▸ **ACTION ITEM**:
Your response should contain every record below, copied exactly.

▸ **Stored data**:
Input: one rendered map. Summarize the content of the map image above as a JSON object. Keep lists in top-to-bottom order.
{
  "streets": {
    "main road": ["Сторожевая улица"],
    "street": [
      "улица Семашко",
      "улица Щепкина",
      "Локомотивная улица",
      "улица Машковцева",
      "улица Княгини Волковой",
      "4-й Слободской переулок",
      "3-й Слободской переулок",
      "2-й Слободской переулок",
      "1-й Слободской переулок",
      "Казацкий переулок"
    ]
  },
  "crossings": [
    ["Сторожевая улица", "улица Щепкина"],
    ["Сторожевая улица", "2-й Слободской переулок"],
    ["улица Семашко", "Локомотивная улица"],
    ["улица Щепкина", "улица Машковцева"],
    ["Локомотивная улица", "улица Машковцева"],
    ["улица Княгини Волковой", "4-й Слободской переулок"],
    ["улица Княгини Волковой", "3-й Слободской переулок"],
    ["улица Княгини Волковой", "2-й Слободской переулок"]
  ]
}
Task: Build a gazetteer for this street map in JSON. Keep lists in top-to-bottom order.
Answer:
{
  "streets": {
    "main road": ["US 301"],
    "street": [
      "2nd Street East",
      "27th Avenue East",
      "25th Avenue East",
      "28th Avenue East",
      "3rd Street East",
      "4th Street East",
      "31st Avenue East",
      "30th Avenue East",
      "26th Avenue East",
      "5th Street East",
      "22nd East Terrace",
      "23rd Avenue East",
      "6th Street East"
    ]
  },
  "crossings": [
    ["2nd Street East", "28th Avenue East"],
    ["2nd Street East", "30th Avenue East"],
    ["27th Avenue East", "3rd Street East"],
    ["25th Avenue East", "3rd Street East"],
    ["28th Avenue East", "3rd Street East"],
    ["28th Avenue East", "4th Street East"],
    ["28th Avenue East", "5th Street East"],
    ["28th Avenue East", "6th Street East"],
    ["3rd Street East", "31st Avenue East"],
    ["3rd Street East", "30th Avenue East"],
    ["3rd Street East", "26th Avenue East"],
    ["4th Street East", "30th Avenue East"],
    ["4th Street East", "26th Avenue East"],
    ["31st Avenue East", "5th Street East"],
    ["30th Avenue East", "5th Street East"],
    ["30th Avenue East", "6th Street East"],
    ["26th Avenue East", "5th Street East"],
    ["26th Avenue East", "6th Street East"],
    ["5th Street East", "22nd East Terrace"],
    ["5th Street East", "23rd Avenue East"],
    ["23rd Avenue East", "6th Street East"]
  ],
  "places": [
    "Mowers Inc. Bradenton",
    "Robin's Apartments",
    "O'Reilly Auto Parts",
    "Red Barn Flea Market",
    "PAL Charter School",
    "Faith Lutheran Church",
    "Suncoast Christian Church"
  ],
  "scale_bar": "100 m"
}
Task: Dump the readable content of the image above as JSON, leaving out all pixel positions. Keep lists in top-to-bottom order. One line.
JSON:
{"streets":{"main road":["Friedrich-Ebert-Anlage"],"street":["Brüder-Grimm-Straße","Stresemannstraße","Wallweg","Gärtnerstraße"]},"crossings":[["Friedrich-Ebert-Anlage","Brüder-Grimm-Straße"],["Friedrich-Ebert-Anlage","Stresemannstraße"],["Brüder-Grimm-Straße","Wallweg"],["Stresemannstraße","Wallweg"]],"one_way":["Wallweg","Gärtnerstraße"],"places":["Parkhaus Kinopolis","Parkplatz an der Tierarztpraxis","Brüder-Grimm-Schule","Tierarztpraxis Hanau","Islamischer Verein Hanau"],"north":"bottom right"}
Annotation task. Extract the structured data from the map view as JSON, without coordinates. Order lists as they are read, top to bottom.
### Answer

▸ **ANSWER BOX**:
Input: one rendered map. Summarize the content of the map image above as a JSON object. Keep lists in top-to-bottom order.
{
  "streets": {
    "main road": ["Сторожевая улица"],
    "street": [
      "улица Семашко",
      "улица Щепкина",
      "Локомотивная улица",
      "улица Машковцева",
      "улица Княгини Волковой",
      "4-й Слободской переулок",
      "3-й Слободской переулок",
      "2-й Слободской переулок",
      "1-й Слободской переулок",
      "Казацкий переулок"
    ]
  },
  "crossings": [
    ["Сторожевая улица", "улица Щепкина"],
    ["Сторожевая улица", "2-й Слободской переулок"],
    ["улица Семашко", "Локомотивная улица"],
    ["улица Щепкина", "улица Машковцева"],
    ["Локомотивная улица", "улица Машковцева"],
    ["улица Княгини Волковой", "4-й Слободской переулок"],
    ["улица Княгини Волковой", "3-й Слободской переулок"],
    ["улица Княгини Волковой", "2-й Слободской переулок"]
  ]
}
Task: Build a gazetteer for this street map in JSON. Keep lists in top-to-bottom order.
Answer:
{
  "streets": {
    "main road": ["US 301"],
    "street": [
      "2nd Street East",
      "27th Avenue East",
      "25th Avenue East",
      "28th Avenue East",
      "3rd Street East",
      "4th Street East",
      "31st Avenue East",
      "30th Avenue East",
      "26th Avenue East",
      "5th Street East",
      "22nd East Terrace",
      "23rd Avenue East",
      "6th Street East"
    ]
  },
  "crossings": [
    ["2nd Street East", "28th Avenue East"],
    ["2nd Street East", "30th Avenue East"],
    ["27th Avenue East", "3rd Street East"],
    ["25th Avenue East", "3rd Street East"],
    ["28th Avenue East", "3rd Street East"],
    ["28th Avenue East", "4th Street East"],
    ["28th Avenue East", "5th Street East"],
    ["28th Avenue East", "6th Street East"],
    ["3rd Street East", "31st Avenue East"],
    ["3rd Street East", "30th Avenue East"],
    ["3rd Street East", "26th Avenue East"],
    ["4th Street East", "30th Avenue East"],
    ["4th Street East", "26th Avenue East"],
    ["31st Avenue East", "5th Street East"],
    ["30th Avenue East", "5th Street East"],
    ["30th Avenue East", "6th Street East"],
    ["26th Avenue East", "5th Street East"],
    ["26th Avenue East", "6th Street East"],
    ["5th Street East", "22nd East Terrace"],
    ["5th Street East", "23rd Avenue East"],
    ["23rd Avenue East", "6th Street East"]
  ],
  "places": [
    "Mowers Inc. Bradenton",
    "Robin's Apartments",
    "O'Reilly Auto Parts",
    "Red Barn Flea Market",
    "PAL Charter School",
    "Faith Lutheran Church",
    "Suncoast Christian Church"
  ],
  "scale_bar": "100 m"
}
Task: Dump the readable content of the image above as JSON, leaving out all pixel positions. Keep lists in top-to-bottom order. One line.
JSON:
{"streets":{"main road":["Friedrich-Ebert-Anlage"],"street":["Brüder-Grimm-Straße","Stresemannstraße","Wallweg","Gärtnerstraße"]},"crossings":[["Friedrich-Ebert-Anlage","Brüder-Grimm-Straße"],["Friedrich-Ebert-Anlage","Stresemannstraße"],["Brüder-Grimm-Straße","Wallweg"],["Stresemannstraße","Wallweg"]],"one_way":["Wallweg","Gärtnerstraße"],"places":["Parkhaus Kinopolis","Parkplatz an der Tierarztpraxis","Brüder-Grimm-Schule","Tierarztpraxis Hanau","Islamischer Verein Hanau"],"north":"bottom right"}
Annotation task. Extract the structured data from the map view as JSON, without coordinates. Order lists as they are read, top to bottom.
### Answer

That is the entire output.